De cine

Ojos que no ven

Estrellas de rock en un motel de Las Vegas

Estrellas de rock en un motel de Las Vegas

Escribo este artículo con un ojo y medio. La semana pasada me sometí a una intervención quirúrgica de uno de ellos y sigo viendo borroso y algo curvo, más o menos como el bueno de Cary Grant conduciendo por aquella carretera de acantilados después de haberse bebido una botella de bourbon en Con la muerte en los talones. Nada que no sea normal según mi médico. Me promete que en unos meses todo estará resuelto y que pronto podré volver a mandar señales cinematográficas en plena forma.

Es curioso que cuando uno tiene una dolencia su vida entera pasa por ese miembro maltrecho. Hasta que me comunicaron que debía operarme, cada vez que pensaba en ojos y cine me venían a la cabeza una extensa muestra de colores y formas: los azules californianos de Paul Newman, los de Elizabeth Taylor como un ramillete de violetas, los verdes sobre fuego y humo de Lauren Bacall, los de Ava Gardner que eran los más embaucadores y nocturnos, o los de Bette Davis imitación de uno de esos crustáceos del mar de Hollywood. Todos ellos apasionantes. Seguramente, los mejores que ha dado la historia de este arte en casi 150 años de recorrido.
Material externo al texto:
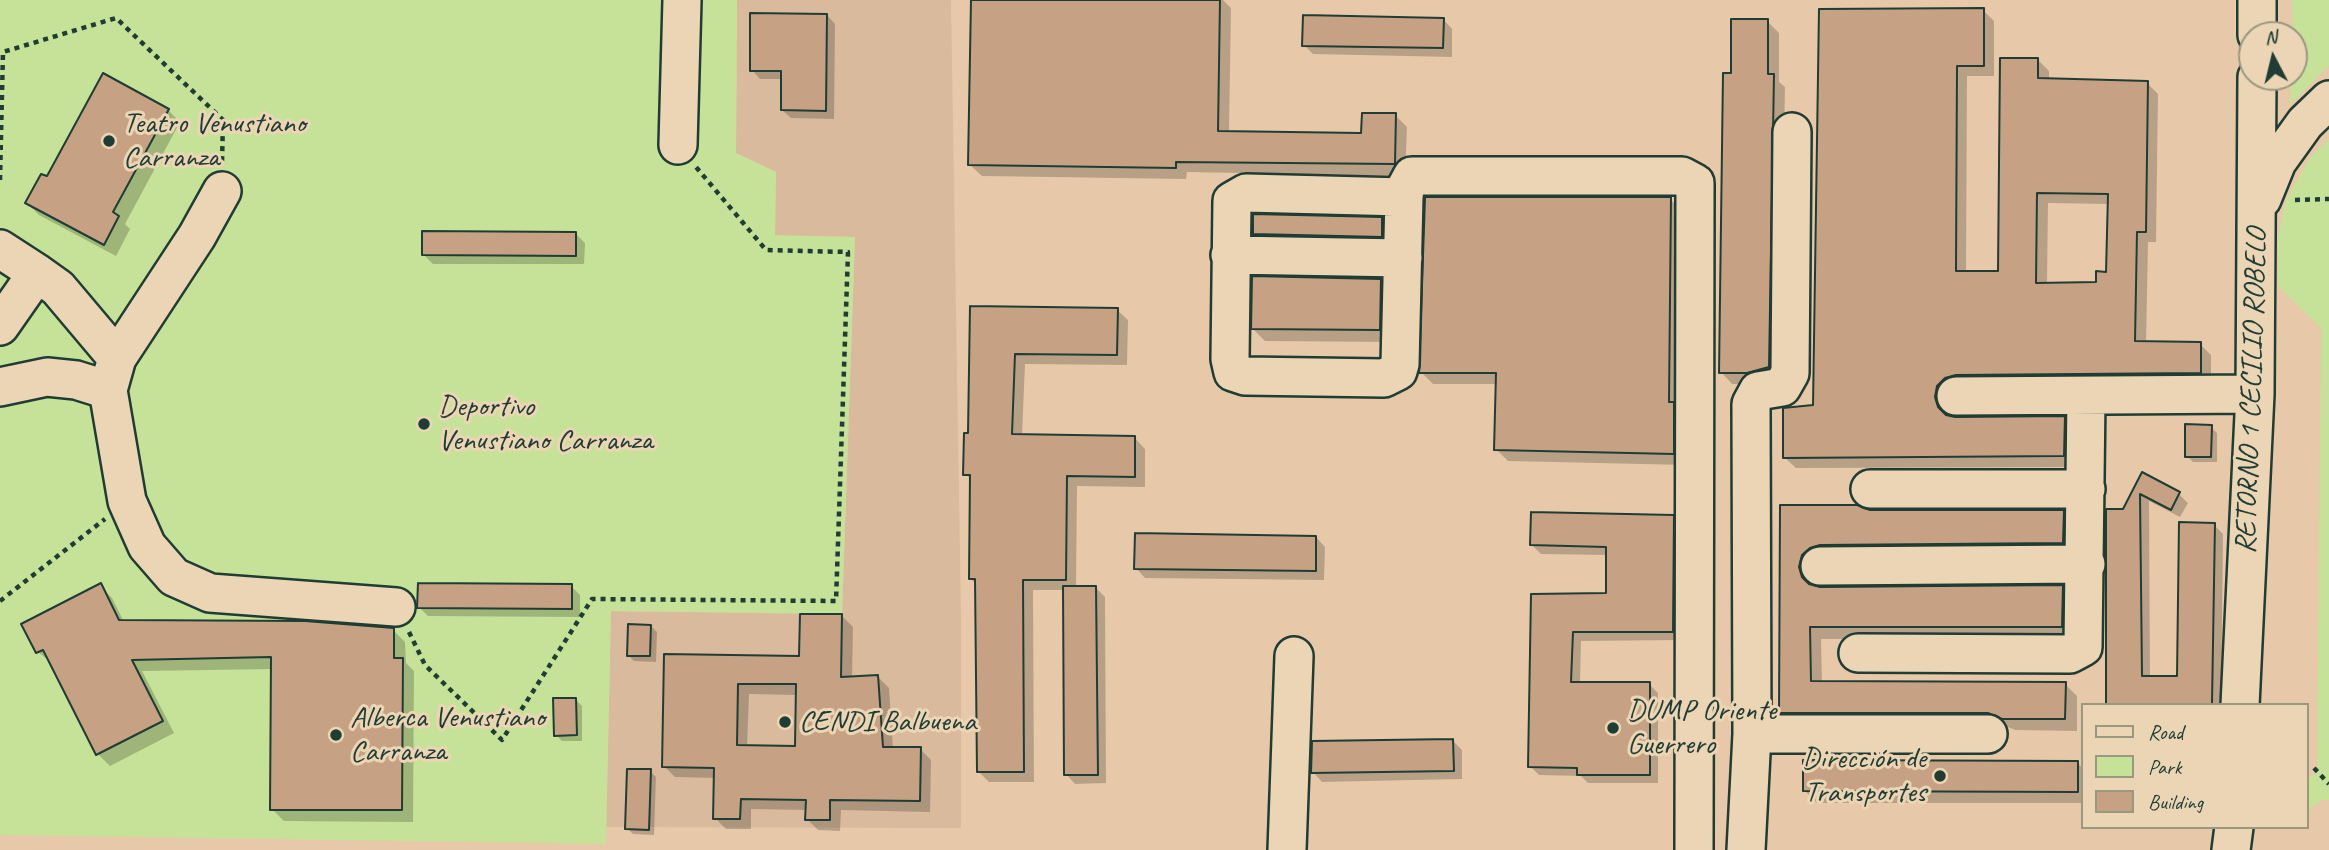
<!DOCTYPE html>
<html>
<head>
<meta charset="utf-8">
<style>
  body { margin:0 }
  #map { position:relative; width:2329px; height:850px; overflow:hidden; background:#e7c9a9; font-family:Caveat,sans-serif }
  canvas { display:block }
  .legend { position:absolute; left:2081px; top:703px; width:228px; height:126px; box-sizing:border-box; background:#ecd5b5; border:2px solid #9a9881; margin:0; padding:9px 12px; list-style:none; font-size:21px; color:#1f3d34 }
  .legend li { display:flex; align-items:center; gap:14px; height:35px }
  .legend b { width:35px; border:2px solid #9a9881 }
  .north { position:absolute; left:2238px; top:21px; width:70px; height:70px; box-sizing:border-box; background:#ecd5b5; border:2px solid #9a9881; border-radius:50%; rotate:353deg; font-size:19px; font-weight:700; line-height:28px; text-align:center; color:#1f3d34 }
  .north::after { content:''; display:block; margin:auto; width:24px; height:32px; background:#1f3d34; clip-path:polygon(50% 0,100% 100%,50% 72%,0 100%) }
</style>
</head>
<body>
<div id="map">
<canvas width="2329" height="850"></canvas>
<ul class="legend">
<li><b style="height:9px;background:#ecd5b5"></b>Road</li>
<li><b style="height:19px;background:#c6e198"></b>Park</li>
<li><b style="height:19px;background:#c7a183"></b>Building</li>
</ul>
<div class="north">N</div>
</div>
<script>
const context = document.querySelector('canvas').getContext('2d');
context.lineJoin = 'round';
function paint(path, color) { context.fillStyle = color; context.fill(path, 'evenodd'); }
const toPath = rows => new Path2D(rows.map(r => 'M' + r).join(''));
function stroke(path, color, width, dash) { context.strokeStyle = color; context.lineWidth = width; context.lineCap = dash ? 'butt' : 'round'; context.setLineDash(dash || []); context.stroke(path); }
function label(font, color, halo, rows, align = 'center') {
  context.font = font + ' Caveat,sans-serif'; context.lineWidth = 6; context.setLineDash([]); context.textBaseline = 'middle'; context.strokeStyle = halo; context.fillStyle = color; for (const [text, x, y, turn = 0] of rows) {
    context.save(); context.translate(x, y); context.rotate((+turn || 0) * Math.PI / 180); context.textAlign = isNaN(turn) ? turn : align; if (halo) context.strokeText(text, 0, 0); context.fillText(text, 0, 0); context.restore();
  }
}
paint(toPath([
  [737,0,951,0,961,616,961,828,606,827,611,611,842,614,855,237,775,236,776,172,736,153]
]), '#d9ba9c');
paint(toPath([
  [0,0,737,0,736,153,776,172,775,235,855,237,842,614,611,611,606,844,0,835],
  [2292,0,2329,0,2329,65,2290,105,2291,77,2294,77],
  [2329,138,2329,800,2321,800,2306,812,2306,781,2317,771,2321,328,2278,286,2278,238,2286,200,2310,158]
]), '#c6e198');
paint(toPath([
  [973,0,1223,0,1231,8,1229,133,1363,134,1395,115,1407,127,1405,176,1187,172,1186,179,982,176,970,165],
  [1983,10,1994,21,1994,76,1967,76,1966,273,2000,273,2038,60,2049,71,2049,80,2147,83,2158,94,2156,242,2148,242,2146,343,2200,344,2211,355,2211,384,1945,409,1948,417,1955,419,2064,418,2075,429,2075,467,1796,468,1784,457,1815,406,1820,11],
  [2048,203,2110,204,2108,273,2098,284,2047,284],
  [827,15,835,24,834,119,791,118,782,110,783,79,760,79,752,70],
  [1443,19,1452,29,1452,57,1313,54,1304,45],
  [1767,21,1779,33,1779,82,1785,87,1780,379,1760,384,1732,384,1721,372,1733,75],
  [168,110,180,122,125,224,130,229,116,256,39,215,27,203,48,179],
  [1670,199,1682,211,1685,465,1508,461,1496,449,1497,384,1433,384,1421,372],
  [1382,219,1391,228,1391,245,1264,243,1254,234],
  [575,233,585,243,584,264,433,264,424,255],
  [1380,280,1392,292,1391,342,1265,341,1253,329],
  [972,308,1117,310,1128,320,1127,365,1025,364,1022,436,1135,438,1145,449,1145,487,1077,486,1076,588,1096,588,1105,597,1106,783,1075,784,1066,774,1064,590,1033,590,1034,782,989,782,978,771,977,585,970,578,972,480,965,474,969,435],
  [2211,427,2217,433,2217,462,2193,462,2187,456],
  [2143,475,2179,494,2188,503,2180,517,2149,501,2150,678,2178,678,2214,525,2223,534,2221,705,2108,705,2124,511],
  [1781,506,1870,512,2063,512,2075,524,2075,554,1810,580,1812,587,1819,589,2062,587,2074,599,2074,639,1821,639,1822,683,2065,684,2077,696,2077,731,2015,730,2001,724,1793,724,1781,712],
  [1673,517,1682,526,1682,640,1581,641,1580,684,1649,684,1658,693,1658,783,1588,783,1581,776,1539,775,1530,766,1533,596,1608,594,1608,555,1541,554,1532,545],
  [1316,537,1325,547,1324,580,1145,578,1136,568],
  [100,586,112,598,124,622,393,630,405,642,406,663,414,671,413,822,284,821,272,809,272,669,142,671,174,733,110,766,98,754,52,663,38,652],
  [571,586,580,595,580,617,428,616,419,607],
  [842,616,853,627,852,678,878,677,889,688,893,749,920,749,931,760,930,812,841,810,840,831,818,830,807,819,807,810,751,809,751,829,726,829,715,818,716,778,675,777,664,766,666,656,801,658],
  [749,694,797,695,796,748,747,747],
  [651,626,657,632,656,662,634,661,628,655],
  [576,700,582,706,582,741,562,741,556,735],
  [1453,741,1462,750,1462,779,1322,782,1313,772],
  [2077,762,2082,768,2082,803,1817,803,1805,791],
  [650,771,656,777,654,835,633,834,627,828]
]), '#0003');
const building = toPath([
  [971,0,1220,0,1218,131,1361,133,1362,113,1396,113,1395,164,1176,162,1176,168,968,165,971,0],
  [1984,8,1984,66,1957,66,1956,271,1998,271,2000,58,2038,58,2038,78,2148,81,2146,232,2137,232,2135,341,2201,342,2201,373,1956,375,1945,378,1937,386,1935,397,1938,407,1946,415,1955,417,2065,416,2064,456,1783,458,1783,408,1813,405,1819,9,1984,8],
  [2037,193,2108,194,2106,272,2096,271,2096,282,2036,283,2037,193],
  [750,13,827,14,826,111,781,110,781,71,750,71,750,13],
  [1303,15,1444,18,1443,48,1302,46,1303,15],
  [1731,19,1768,19,1768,74,1774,74,1769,367,1747,373,1719,373,1723,73,1731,73,1731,19],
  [103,73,169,109,113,212,119,216,104,245,25,203,41,174,47,176,103,73],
  [1425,197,1671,197,1669,402,1674,402,1674,454,1494,450,1496,373,1419,373,1425,197],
  [1253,214,1382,217,1382,237,1253,234,1253,214],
  [422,231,576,232,576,256,422,255,422,231],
  [1252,276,1381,279,1380,330,1251,329,1252,276],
  [970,306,1118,308,1117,355,1015,354,1012,434,1135,436,1135,477,1067,476,1066,580,1023,580,1024,772,977,772,975,579,969,579,970,475,963,475,964,433,968,433,970,306],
  [2185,424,2212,425,2211,457,2185,457,2185,424],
  [2142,472,2180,492,2171,510,2140,494,2142,676,2177,676,2179,522,2215,523,2212,704,2106,705,2106,509,2123,509,2142,472],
  [1780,505,1857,505,1870,510,2064,510,2063,543,1820,545,1810,548,1802,555,1799,567,1802,577,1809,584,1820,587,2063,585,2062,627,1810,627,1811,681,2066,682,2065,719,2002,719,1988,713,1779,713,1780,505],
  [1531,512,1674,515,1673,632,1573,632,1571,682,1650,682,1650,775,1577,775,1577,768,1528,767,1531,594,1606,593,1606,547,1530,545,1531,512],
  [1135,533,1316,536,1316,571,1134,569,1135,533],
  [101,583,119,620,305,621,394,628,394,658,403,658,402,810,270,810,271,657,132,660,163,721,96,755,43,650,36,653,21,624,101,583],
  [418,583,572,584,572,609,417,608,418,583],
  [1063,586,1096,586,1098,775,1064,775,1063,586],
  [800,614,842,614,841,677,878,675,883,747,921,747,920,801,830,800,830,820,805,820,806,800,741,799,740,819,713,819,714,768,662,767,664,654,799,656,800,614],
  [738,684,796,684,795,746,737,745,738,684],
  [628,624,651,625,650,656,627,656,628,624],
  [553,698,576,698,577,735,554,736,553,698],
  [1453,739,1454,771,1311,773,1312,741,1453,739],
  [1803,760,2078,761,2078,792,1803,791,1803,760],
  [627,769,651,769,649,830,625,829,627,769]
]);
paint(building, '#c7a183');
stroke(building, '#1f3d34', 2);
const minor = toPath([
  [2257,0,2257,35],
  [678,145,682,0],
  [222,191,197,236,117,358,108,390,127,501,147,546,174,577,210,593,396,607],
  [1404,197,1246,193,1232,201,1230,359,1233,372,1245,376,1384,378,1398,371,1400,364,1404,197,1405,189,1412,176,1682,176,1695,183,1694,850],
  [2262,199,2277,162,2305,123,2329,100],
  [0,249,37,273],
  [1230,255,1403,258],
  [0,326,37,273,58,288,117,358],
  [0,387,47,377,76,380,108,390],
  [1956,396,2255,394],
  [1870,489,2086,489],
  [1820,566,2086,564],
  [1858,653,2070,654,2083,647,2086,396],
  [2240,705,2255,394,2257,77],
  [1752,734,1988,734],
  [1287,850,1294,656],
  [1746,850,1752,734,1751,404,1758,391,1782,387,1790,373,1792,132],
  [2231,850,2234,827]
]);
stroke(minor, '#1f3d34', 42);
stroke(toPath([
  [0,180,3,52,116,18,223,120,222,163],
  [2295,200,2329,199],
  [0,601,105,519],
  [409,632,425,665,502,740,592,599,836,601,848,252,766,250,696,167],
  [2314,768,2329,784]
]), '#1f3d34', 4.5, [5, 5]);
stroke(minor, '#ecd5b5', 37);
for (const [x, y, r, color] of [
  [109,141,7,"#1f3d34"],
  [424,424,7,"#1f3d34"],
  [785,722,7,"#1f3d34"],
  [1613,728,7,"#1f3d34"],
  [336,735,7,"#1f3d34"],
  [1940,776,7,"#1f3d34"]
]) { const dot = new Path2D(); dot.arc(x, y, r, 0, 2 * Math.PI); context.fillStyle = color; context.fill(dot); stroke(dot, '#ecd5b5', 2.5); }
label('30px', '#1f3d34', '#ecd5b5', [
  ["Teatro Venustiano",123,124],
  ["Carranza",123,158],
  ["Deportivo",438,407],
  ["Venustiano Carranza",438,441],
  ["DUMP Oriente",1627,711],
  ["Guerrero",1627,745],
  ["Alberca Venustiano",350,718],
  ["Carranza",350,752],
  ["CENDI Balbuena",799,722],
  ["Dirección de",1926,759,"right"],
  ["Transportes",1926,793,"right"]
], 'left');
label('30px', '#1f3d34', '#ecd5b5', [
  ["RETORNO 1 CECILIO ROBELO",2252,391,-88]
]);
</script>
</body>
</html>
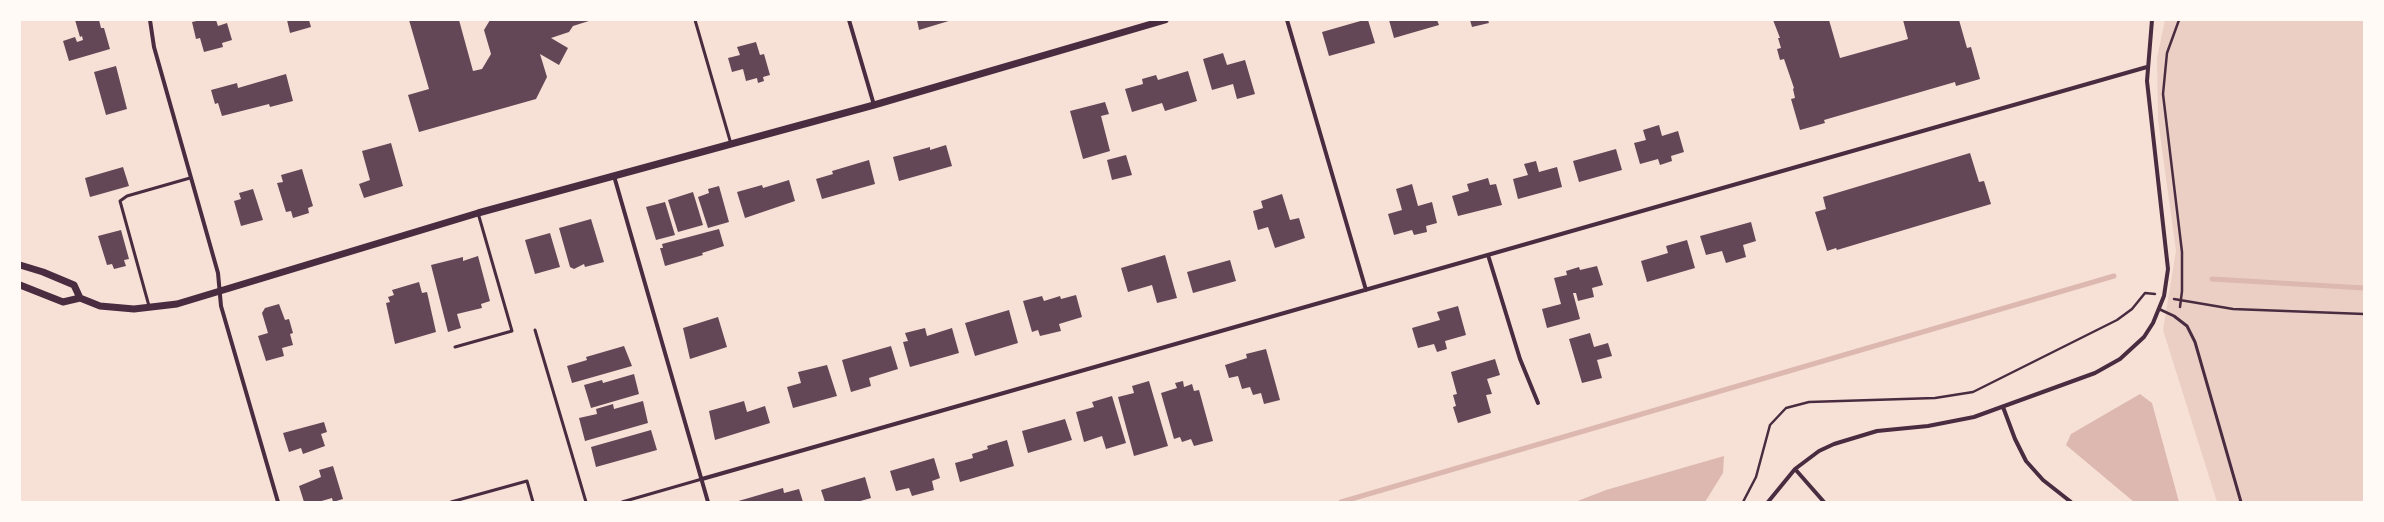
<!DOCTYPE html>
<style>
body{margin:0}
#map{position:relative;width:2384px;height:522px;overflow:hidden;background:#f7e1d7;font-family:"Asap Condensed",sans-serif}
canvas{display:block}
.frame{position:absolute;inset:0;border:21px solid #fffaf5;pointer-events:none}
</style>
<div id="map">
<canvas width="2384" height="522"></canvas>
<div class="frame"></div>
</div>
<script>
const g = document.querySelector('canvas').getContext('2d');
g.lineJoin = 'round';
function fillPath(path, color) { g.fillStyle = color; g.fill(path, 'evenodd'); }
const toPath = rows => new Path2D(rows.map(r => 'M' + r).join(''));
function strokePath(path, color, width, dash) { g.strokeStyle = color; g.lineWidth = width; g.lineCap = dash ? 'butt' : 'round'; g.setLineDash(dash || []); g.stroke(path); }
fillPath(toPath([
 [2165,20,2364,20,2364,502,2217,502,2163,330,2176,251,2158,120,2157,58]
]), '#ebcfc5');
fillPath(toPath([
 [2140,394,2152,403,2179,502,2134,502,2066,445,2071,434],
 [1724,456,1723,473,1705,502,1575,502,1606,490]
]), '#dcb8b0');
strokePath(toPath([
 [2212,279,2364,288],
 [1341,502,2114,276]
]), '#dcb8b0', 5);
fillPath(toPath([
 [75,20,99,20,101,28,104,28,110,49,69,61,63,41,75,37,77,42,83,40,82,36,80,37],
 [201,20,216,20,218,26,227,23,232,40,222,43,223,47,204,52,200,38,196,39,192,22],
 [287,20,309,20,311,27,290,33],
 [409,20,459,20,473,71,482,69,491,54,484,30,490,20,592,20,573,26,569,32,551,38,568,48,559,65,540,54,547,77,536,99,419,132,408,95,429,89],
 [917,20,952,20,919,30],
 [1364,20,1368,20,1375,43,1329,56,1322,32],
 [1389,20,1437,20,1439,25,1394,38],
 [1470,20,1488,20,1489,23,1472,27],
 [1773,20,1829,20,1840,58,1908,39,1903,20,1959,20,1967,48,1971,47,1980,79,1956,86,1955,82,1824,120,1825,123,1800,130,1791,99,1795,98,1793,89,1794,88,1784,59,1780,60,1777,49,1781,48,1778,38,1780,38],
 [756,42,760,55,764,54,770,75,763,77,764,81,758,83,757,78,746,81,743,69,732,72,728,58,740,55,737,47],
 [1223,53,1227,65,1245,60,1255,94,1237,99,1233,84,1212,90,1203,59],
 [116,66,127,109,106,115,94,72],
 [1188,71,1197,101,1165,111,1162,103,1132,112,1125,89,1143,84,1142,79,1156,75,1158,80],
 [286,74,293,101,270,107,269,104,222,116,218,103,215,104,211,90,237,83,238,88],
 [1105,102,1109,114,1101,116,1110,151,1083,159,1070,111],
 [1659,125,1662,136,1678,131,1684,152,1671,156,1672,161,1660,165,1658,159,1640,164,1634,143,1646,140,1643,130],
 [391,143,403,186,364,198,359,184,370,180,362,151],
 [946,145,952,166,899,181,893,157,930,147,930,150],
 [1616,149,1622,170,1579,182,1573,161],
 [1970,153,1979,182,1984,181,1991,204,1837,250,1836,248,1827,251,1815,212,1826,209,1823,197],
 [1126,155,1132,175,1112,180,1107,160],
 [869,160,875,184,822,199,816,179,833,174,832,171],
 [1536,161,1539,172,1557,167,1562,187,1518,199,1513,179,1528,175,1524,164],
 [123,167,129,186,90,197,85,178],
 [302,169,313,206,308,208,309,213,293,218,291,211,286,212,277,183,283,182,281,175],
 [1488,178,1490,185,1496,184,1502,205,1458,216,1452,196,1469,191,1467,184],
 [789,180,795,201,745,218,737,192,762,185,763,188],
 [1412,184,1418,206,1432,202,1437,223,1426,226,1427,232,1414,235,1412,230,1394,235,1388,214,1402,210,1396,189],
 [719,186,729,222,708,228,698,197,709,193,708,189],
 [253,189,263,220,241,226,234,201,241,199,239,193],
 [693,192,703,225,678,232,668,200],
 [1282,194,1290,220,1299,218,1305,238,1275,248,1268,227,1258,230,1253,211,1263,208,1261,201],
 [665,202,675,235,656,240,646,207],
 [591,219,604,262,585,267,584,264,574,269,570,267,559,228],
 [1751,222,1756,241,1743,245,1746,257,1726,263,1722,251,1706,255,1700,236],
 [719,229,724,246,702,253,703,255,665,266,660,248,663,248,662,244],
 [121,230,129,259,124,260,126,266,114,269,112,264,107,265,98,236],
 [550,233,560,267,535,274,525,240],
 [1687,240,1695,268,1647,282,1641,261,1668,253,1666,246],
 [1165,255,1177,298,1157,303,1152,285,1128,292,1121,268],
 [478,256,490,301,481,304,482,308,457,314,461,328,448,332,431,265,463,257,463,261],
 [1230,260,1236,281,1193,293,1187,272],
 [1597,266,1603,285,1592,288,1594,297,1578,301,1576,293,1573,293,1580,319,1547,328,1542,309,1561,304,1554,278,1567,275,1566,271,1579,267,1580,270],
 [419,282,422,293,427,292,436,332,395,344,386,303,390,302,388,297,394,295,392,290],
 [1076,295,1082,317,1059,324,1061,331,1040,336,1038,330,1032,332,1023,301,1042,296,1044,301,1060,296,1061,299],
 [279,304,285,320,289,319,293,333,290,334,293,345,282,348,284,356,266,361,258,336,268,333,262,313,265,308],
 [1458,306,1466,335,1445,341,1447,349,1437,352,1434,344,1418,348,1412,328,1440,320,1437,312],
 [1009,310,1018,343,975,356,965,323],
 [718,317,727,347,690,359,683,328],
 [925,328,927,336,952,328,959,353,910,367,903,342,908,341,905,333],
 [1590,333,1594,347,1608,343,1612,356,1597,360,1602,378,1582,383,1569,339],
 [624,346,632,366,572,383,567,366,587,360,586,357],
 [891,346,898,369,869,378,871,386,851,392,842,360],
 [1266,349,1280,400,1264,404,1261,393,1253,395,1250,387,1242,389,1238,376,1229,378,1225,365,1247,358,1246,354],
 [1495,359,1500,375,1487,379,1492,394,1486,395,1491,413,1458,423,1453,407,1456,406,1453,395,1457,394,1451,372],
 [827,365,837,396,793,408,787,387,801,383,798,372],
 [634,374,639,394,591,408,584,385,602,380,603,383],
 [1149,381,1168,446,1134,456,1118,397,1134,393,1132,386],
 [1183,381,1184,387,1192,384,1194,391,1199,390,1213,441,1194,446,1191,439,1182,442,1180,437,1174,439,1161,393,1177,388,1175,383],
 [1112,396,1126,443,1106,449,1102,436,1084,442,1076,412,1094,407,1092,402],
 [643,401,648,423,585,441,579,418,597,414,596,409,613,404,614,409],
 [744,401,747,412,765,406,770,423,715,440,709,411],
 [1065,419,1072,440,1028,453,1022,431],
 [324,422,327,432,321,434,325,446,303,454,301,448,289,452,283,433],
 [651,430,657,450,596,467,591,447],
 [1007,440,1014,466,960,482,955,463,973,458,972,454,988,449,987,446],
 [934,458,940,478,932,481,934,490,912,496,909,488,896,491,890,471],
 [333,466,343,499,333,502,332,498,318,502,304,502,299,486,321,477,319,470],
 [865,477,871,498,857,502,825,502,821,490],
 [783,488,784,493,799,489,803,502,735,502]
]), '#644757');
strokePath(toPath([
 [2179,20,2167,53,2163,94,2182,252,2182,291,2180,307],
 [2174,299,2233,309,2364,314],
 [1743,502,1756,477,1770,425,1786,408,1809,402,1935,398,1973,392,2117,320,2132,309,2145,293,2155,294]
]), '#4a2c40', 2.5);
strokePath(toPath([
 [695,20,731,144],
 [149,306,120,201,127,196,190,178],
 [2159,309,2174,316,2187,326,2195,342,2241,502],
 [535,330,586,502],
 [455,347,512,331,478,213],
 [451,502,527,481,533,502],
 [622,502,702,479]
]), '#4a2c40', 3);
strokePath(toPath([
 [150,20,154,47,218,273,221,306,278,502],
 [849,20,874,105],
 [1287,20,1366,290],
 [614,176,708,502],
 [1488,255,1520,359,1538,403],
 [2003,407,2015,439,2026,461,2043,480,2071,502],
 [1795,469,1824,502],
 [702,479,2147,67],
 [1768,502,1795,469,1819,451,1834,444,1877,431,1928,426,1974,417,2095,373,2120,359,2144,337,2153,323,2164,296,2168,269,2147,81,2152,20]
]), '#4a2c40', 4);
strokePath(toPath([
 [20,265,43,272,74,285,80,298,100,306,134,309,177,304,478,213,874,105,1165,20],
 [20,285,63,302,80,298]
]), '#4a2c40', 7);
</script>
Pero ahora mi punto de vista se ha nublado y son otras miradas las que me están rondando. Durante la operación todo estaba oscuro. Solo podía escuchar la voz del doctor Miranti pidiendo insistentemente más milímetros de mercurio. Me dio por pensar entonces en El perro andaluz y en Luis Buñuel atravesando el ojo de aquella señorita como si fuese un barbero. Es, sin duda, lo mejor del mediometraje, aunque se requiere de cierto valor para mantenerse atento a la pantalla. Otro nombre que me hizo compañía fue el de Alfred Hitchcock en Psicosis. La célebre secuencia de la ducha es una obra maestra del montaje y se siente de cerca el terror como en pocas películas. Recordaba el agua ensangrentada bajando por la bañera, colándose por el desagüe y el salto al ojo ya sin vida de Janeth Leigh.

No todas mis evocaciones de aquella tarde fueron tan desapacibles. Encontré el sosiego en Charles Chaplin y Luces de la ciudad. Me recreé en sus compases finales, en el momento en el que la florista recupera la visión y observa a un vagabundo parado frente a su escaparate. Le resulta sumamente simpático y acude a darle una flor. Solo cuando toca sus manos comprende que se trata de aquella persona misteriosa que la estuvo ayudando cuando era ciega. El rostro de la chica se rompe entonces y queda un plano de Charlot con la flor en la boca que nos deja mudos. Creo que no se ha vuelto a filmar nada igual. Es sencillo a la vez que sentimental. Uno de los muchos hallazgos de este genio de la época silente.

Fuera de quirófano y con el ojo aun cubierto, otros conocidos comenzaron a visitarme. Hay en Hollywood un selecto club de tuertos al que pertenecen nombres tan sagrados como John Ford, Raoul Walsh, Nicholas Ray, Fritz Lang o Sam Fuller. De todas las historias que guardan esos parches la más loca de todas la he leído en un libro de entrevistas que firma Peter Bogdanovich. En el capítulo dedicado a Raoul Walsh, el mismo cineasta relata cómo mientras conducía una noche por un desierto, una liebre golpeó en el parabrisas de su coche y casi le arranca el ojo de cuajo. Aquello fue a peor y terminó con en su célebre gesto desafiante. Este carácter aventurero suyo se puede ver en cada una de sus películas. Hay una especie de pasión por todo aquello que huela a peligro que es exclusivamente suyo.

Ya con esa amenaza en forma de remiendo lejos de mi rostro, me recupero lentamente en casa. No hay mucho que pueda hacer salvo esperar. Intentaré ahogar estos días grises con alguno de estos ojos de cine que no ven, pero que se sienten muy profundamente.